Berkeley alumni have received multiple Nobel Prize awards spanning Nobel Prize in Physics, Nobel Prize in Chemistry, and Nobel Prize in Physiology or Medicine; recipients include Tsung-Dao Lee, Luis Walter Alvarez, Saul Perlmutter, H. David Politzer, Charles Townes, and Donald A. Glaser. Alumni have also won the Turing Award such as Richard M. Karp and the Fields Medal earned by Manjul Bhargava (visitor/affiliated), while journalists and authors among alumni earned Pulitzer Prize honors including Philip Taubman and Roth-era commentators. Other major awards held by alumni include the MacArthur Fellows Program and the National Medal of Technology and Innovation.
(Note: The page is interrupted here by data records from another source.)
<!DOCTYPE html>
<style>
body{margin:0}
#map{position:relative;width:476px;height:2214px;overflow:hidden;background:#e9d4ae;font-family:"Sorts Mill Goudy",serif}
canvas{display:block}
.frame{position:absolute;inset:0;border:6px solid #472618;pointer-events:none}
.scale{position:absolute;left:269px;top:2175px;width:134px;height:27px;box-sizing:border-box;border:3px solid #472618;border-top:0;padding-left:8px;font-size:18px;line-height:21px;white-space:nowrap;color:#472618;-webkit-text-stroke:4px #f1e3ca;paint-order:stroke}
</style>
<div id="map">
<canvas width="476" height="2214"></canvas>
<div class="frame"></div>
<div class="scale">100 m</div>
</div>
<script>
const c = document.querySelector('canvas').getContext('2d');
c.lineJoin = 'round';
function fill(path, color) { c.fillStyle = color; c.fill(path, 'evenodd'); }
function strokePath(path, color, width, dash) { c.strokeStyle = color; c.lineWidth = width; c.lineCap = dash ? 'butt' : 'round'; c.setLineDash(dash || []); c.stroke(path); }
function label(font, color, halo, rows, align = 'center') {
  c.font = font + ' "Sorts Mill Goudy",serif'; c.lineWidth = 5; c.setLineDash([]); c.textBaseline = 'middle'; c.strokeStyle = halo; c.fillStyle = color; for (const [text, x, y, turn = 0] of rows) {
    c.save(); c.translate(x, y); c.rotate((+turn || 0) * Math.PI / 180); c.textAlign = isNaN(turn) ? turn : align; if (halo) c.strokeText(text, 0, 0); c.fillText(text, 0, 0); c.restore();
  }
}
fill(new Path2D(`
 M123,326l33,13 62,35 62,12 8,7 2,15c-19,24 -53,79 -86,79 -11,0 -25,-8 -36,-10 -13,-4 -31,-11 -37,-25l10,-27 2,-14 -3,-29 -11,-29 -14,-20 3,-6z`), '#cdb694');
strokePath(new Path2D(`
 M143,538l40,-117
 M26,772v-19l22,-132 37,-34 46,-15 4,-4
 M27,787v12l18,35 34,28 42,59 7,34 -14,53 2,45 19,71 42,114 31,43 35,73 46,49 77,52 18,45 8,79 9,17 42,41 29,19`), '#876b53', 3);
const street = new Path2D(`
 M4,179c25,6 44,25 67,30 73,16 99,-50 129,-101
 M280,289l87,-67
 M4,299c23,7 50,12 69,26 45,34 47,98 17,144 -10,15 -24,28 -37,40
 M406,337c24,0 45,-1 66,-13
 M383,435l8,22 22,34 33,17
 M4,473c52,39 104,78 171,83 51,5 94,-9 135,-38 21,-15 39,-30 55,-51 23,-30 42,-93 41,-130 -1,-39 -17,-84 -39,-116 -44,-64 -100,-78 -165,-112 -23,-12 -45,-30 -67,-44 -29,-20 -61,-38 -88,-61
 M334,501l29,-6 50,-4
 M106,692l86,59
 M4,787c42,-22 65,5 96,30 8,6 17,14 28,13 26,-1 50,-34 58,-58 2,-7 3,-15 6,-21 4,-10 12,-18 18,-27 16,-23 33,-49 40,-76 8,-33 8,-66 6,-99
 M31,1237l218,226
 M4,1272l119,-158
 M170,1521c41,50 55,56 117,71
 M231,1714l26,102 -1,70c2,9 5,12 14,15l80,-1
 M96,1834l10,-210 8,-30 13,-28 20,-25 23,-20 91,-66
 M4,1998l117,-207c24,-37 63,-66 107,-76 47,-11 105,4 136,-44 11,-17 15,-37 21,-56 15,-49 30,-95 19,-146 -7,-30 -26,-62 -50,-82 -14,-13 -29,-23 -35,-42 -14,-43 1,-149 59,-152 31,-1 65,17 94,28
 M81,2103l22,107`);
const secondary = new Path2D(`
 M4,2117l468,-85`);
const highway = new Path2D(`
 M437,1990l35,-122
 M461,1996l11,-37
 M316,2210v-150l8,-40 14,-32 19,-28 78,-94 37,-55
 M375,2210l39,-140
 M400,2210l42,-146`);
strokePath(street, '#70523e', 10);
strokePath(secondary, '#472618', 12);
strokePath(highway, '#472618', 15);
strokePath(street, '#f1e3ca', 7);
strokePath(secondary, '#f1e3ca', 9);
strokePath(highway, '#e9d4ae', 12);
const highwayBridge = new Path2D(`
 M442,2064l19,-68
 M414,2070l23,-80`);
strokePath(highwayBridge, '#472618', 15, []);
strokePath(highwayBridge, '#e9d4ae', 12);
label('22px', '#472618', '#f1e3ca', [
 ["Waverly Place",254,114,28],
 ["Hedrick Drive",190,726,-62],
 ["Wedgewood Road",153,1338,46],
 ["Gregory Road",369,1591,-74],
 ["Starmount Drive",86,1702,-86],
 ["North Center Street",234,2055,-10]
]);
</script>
Graduates have served at municipal, state, national, and international levels: justices and jurists like Earl Warren and Roger Traynor; governors such as Jerry Brown and Gavin Newsom; legislators including Richard Nixon (attended), Pete Stark, and Dianne Feinstein (attended); cabinet members like Steven Chu and diplomats such as Richard Holbrooke (attended). Alumni have also held leadership roles in international institutions including service at the International Monetary Fund, United Nations Development Programme, and the World Bank.
STEM alumni include theoretical and experimental physicists such as J. Robert Oppenheimer (attended), Kip Thorne, Charles Townes, and William F. Giauque; chemists like Glenn T. Seaborg (attended) and Melvin Calvin; computer scientists and engineers including Eric Schmidt, Steve Wozniak, David Patterson, Richard M. Karp, Michael Stonebraker, and Jitendra Malik; and biologists and physicians such as Bruce Ames, Herbert Boyer, and Stanley B. Prusiner. Alumni have founded or led research at Lawrence Berkeley National Laboratory, Berkeley Lab, Bell Labs, Xerox PARC, NASA, and venture-backed startups across Silicon Valley.
Arts and media alumni include photographers and visual artists like Ansel Adams and Dorothea Lange; writers and journalists such as Joan Didion, Michael Pollan, Garry Wills, and Philip K. Dick (attended); filmmakers and actors including Brad Bird (attended), Andy Rooney (attended), and composers like John Adams; and performers linked to institutions such as the San Francisco Symphony and American Conservatory Theater. Alumni have won Academy Award and Emmy Award recognition and contributed to outlets including The New York Times, The Washington Post, Los Angeles Times, and NPR.
Entrepreneurial alumni founded or led firms like Intel Corporation (co-founders), Apple Inc. (co-founder Steve Wozniak), Google (executives such as Eric Schmidt), Sun Microsystems (co-founders), Genentech (founders and collaborators such as Herbert Boyer), Cisco Systems (executives), and venture capital firms in Silicon Valley including Kleiner Perkins partners like Tom Perkins. Business leaders include corporate executives such as Ginni Rometty, Walter A. Haas Jr., and financiers linked to Goldman Sachs and Morgan Stanley.